Stored data
#####
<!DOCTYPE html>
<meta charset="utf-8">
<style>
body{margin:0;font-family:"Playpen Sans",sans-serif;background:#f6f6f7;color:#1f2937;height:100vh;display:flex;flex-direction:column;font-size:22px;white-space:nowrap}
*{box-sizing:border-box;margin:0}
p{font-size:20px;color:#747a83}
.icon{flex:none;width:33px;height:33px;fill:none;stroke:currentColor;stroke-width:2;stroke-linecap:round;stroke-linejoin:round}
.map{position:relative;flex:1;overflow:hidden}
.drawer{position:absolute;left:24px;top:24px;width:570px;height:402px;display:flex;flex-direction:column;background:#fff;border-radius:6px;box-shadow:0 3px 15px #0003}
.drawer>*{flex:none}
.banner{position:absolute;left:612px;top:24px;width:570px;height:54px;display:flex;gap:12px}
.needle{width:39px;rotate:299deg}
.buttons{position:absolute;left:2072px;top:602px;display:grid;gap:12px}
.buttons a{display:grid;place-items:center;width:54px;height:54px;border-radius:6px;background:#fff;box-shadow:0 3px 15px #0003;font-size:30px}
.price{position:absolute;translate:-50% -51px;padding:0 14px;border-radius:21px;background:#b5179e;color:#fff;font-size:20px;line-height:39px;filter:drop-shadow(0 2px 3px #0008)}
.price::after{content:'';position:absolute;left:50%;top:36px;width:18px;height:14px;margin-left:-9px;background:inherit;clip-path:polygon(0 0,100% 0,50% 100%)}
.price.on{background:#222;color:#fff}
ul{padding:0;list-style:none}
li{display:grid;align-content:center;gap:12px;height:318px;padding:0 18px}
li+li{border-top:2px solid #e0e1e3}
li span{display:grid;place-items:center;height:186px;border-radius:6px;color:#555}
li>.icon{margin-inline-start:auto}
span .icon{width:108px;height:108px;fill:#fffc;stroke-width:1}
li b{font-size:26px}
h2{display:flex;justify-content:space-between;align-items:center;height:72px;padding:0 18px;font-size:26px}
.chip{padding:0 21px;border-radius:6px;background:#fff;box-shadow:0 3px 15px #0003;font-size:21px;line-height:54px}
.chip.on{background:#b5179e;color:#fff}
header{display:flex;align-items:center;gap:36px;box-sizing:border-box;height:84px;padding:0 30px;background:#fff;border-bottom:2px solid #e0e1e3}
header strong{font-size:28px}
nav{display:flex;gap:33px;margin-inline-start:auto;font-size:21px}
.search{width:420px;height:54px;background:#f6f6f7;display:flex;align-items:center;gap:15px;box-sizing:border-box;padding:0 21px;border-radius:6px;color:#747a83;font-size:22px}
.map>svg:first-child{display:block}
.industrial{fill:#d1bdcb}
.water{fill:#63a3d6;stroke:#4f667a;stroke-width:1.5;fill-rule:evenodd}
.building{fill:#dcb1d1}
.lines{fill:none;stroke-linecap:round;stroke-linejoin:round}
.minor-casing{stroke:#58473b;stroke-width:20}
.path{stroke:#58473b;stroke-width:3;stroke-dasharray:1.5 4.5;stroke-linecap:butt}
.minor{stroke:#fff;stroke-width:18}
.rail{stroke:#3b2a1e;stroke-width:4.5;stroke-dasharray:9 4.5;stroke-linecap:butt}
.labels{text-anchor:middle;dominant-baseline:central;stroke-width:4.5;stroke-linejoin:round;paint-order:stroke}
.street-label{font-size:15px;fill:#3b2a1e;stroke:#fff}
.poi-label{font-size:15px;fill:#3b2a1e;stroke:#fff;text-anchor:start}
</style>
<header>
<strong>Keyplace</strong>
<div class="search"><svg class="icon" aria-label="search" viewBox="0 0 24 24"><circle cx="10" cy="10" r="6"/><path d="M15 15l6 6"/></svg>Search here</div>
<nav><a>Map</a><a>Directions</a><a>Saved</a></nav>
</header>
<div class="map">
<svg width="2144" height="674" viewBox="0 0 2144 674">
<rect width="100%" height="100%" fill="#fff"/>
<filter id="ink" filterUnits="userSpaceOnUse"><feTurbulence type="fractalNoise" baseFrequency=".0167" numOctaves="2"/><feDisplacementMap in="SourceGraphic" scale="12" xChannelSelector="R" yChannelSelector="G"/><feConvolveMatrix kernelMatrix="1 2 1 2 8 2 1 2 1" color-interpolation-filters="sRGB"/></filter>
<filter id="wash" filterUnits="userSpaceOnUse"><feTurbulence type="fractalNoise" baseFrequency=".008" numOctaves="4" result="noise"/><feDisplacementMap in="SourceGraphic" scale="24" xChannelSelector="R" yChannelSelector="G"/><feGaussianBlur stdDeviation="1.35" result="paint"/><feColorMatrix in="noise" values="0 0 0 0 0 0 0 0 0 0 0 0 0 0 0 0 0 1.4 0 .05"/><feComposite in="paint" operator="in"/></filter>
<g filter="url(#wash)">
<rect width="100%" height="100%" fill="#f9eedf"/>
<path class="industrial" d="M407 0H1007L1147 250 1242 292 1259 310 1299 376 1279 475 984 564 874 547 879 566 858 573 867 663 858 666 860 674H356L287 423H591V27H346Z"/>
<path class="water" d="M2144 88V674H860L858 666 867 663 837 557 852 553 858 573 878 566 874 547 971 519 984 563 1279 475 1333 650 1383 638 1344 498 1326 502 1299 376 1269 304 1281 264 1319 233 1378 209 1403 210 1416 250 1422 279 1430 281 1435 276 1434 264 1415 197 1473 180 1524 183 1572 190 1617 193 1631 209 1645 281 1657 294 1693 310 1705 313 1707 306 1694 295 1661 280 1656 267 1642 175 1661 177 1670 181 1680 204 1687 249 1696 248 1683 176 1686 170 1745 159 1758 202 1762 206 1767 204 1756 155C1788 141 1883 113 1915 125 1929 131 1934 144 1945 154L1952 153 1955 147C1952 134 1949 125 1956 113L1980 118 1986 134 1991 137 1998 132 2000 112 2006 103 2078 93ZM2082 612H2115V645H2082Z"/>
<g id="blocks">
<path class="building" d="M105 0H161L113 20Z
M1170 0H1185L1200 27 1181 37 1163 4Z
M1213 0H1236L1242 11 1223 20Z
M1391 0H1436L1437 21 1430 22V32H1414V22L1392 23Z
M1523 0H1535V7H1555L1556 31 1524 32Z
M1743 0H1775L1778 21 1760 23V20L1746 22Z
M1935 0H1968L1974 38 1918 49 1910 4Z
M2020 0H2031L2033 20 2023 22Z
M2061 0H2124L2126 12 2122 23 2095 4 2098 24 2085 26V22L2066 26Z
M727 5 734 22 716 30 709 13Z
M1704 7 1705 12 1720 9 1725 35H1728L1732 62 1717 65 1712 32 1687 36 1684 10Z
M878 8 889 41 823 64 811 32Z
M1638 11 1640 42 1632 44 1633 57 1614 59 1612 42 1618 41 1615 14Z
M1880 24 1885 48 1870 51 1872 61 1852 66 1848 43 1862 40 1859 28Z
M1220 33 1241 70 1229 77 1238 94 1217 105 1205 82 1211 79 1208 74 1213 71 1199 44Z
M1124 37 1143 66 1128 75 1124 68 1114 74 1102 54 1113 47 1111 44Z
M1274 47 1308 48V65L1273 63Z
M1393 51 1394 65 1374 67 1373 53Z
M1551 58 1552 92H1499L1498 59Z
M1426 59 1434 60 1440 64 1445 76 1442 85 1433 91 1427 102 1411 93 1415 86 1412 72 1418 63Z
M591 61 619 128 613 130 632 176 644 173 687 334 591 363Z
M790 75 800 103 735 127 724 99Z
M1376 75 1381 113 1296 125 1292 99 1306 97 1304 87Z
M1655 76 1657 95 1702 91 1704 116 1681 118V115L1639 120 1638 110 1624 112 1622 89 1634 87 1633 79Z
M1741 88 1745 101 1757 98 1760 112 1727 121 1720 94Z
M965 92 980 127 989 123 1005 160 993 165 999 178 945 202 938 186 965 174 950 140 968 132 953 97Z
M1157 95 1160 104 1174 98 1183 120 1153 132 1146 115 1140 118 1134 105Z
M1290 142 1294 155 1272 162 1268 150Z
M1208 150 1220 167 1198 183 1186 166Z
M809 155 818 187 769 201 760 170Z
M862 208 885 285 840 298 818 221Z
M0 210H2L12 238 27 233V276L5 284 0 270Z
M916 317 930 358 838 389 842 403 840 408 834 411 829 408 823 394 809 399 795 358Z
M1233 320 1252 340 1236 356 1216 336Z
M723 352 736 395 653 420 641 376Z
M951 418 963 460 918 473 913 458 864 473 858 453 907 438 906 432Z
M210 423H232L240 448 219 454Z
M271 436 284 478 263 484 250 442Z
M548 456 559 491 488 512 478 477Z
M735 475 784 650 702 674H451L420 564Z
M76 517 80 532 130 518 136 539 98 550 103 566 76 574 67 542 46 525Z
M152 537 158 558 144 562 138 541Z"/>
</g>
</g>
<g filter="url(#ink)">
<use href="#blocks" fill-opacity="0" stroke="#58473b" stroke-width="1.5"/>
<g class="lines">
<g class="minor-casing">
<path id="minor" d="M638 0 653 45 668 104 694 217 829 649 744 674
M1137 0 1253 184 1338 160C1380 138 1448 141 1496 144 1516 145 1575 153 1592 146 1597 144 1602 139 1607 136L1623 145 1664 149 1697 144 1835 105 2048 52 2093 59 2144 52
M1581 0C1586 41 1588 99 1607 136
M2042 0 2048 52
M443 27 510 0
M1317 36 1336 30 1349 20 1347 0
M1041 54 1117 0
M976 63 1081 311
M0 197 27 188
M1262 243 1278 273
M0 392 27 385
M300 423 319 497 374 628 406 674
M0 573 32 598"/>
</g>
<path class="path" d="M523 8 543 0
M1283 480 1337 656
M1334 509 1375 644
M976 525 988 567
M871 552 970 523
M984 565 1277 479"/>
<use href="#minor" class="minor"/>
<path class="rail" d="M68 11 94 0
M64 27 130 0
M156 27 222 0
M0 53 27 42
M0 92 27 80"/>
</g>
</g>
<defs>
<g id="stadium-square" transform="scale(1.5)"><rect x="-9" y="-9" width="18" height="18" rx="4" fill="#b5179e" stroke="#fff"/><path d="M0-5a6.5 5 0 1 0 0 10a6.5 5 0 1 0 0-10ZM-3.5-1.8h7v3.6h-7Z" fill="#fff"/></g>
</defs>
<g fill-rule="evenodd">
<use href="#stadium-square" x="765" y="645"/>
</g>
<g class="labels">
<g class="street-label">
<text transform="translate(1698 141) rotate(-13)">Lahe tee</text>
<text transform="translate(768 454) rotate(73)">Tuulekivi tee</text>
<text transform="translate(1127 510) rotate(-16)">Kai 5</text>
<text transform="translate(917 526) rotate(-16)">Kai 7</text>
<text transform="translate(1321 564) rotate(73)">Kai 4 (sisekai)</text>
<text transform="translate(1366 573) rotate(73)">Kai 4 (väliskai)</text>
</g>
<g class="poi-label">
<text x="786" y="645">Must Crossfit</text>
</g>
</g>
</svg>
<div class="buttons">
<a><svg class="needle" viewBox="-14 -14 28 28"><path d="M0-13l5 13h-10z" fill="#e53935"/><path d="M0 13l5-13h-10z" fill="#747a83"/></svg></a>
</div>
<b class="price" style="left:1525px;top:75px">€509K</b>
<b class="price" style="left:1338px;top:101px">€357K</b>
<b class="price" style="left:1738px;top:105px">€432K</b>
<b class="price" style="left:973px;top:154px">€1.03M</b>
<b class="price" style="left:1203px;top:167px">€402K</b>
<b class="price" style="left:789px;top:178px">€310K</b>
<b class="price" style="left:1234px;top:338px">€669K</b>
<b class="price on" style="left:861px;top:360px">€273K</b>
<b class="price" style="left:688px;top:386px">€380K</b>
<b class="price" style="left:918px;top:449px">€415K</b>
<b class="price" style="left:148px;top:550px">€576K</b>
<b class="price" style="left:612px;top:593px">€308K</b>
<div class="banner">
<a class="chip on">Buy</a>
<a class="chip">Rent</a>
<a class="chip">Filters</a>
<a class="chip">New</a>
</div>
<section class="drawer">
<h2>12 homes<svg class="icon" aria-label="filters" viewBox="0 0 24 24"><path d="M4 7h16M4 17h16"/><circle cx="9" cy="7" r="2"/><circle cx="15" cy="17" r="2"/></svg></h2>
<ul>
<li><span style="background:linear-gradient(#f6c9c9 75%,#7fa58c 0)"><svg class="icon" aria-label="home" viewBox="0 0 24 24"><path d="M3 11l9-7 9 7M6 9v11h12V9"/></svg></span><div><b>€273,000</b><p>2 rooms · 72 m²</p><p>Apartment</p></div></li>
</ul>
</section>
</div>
#####
Across the entries, state how many lines contain "userSpaceOnUse", giving the number only.

2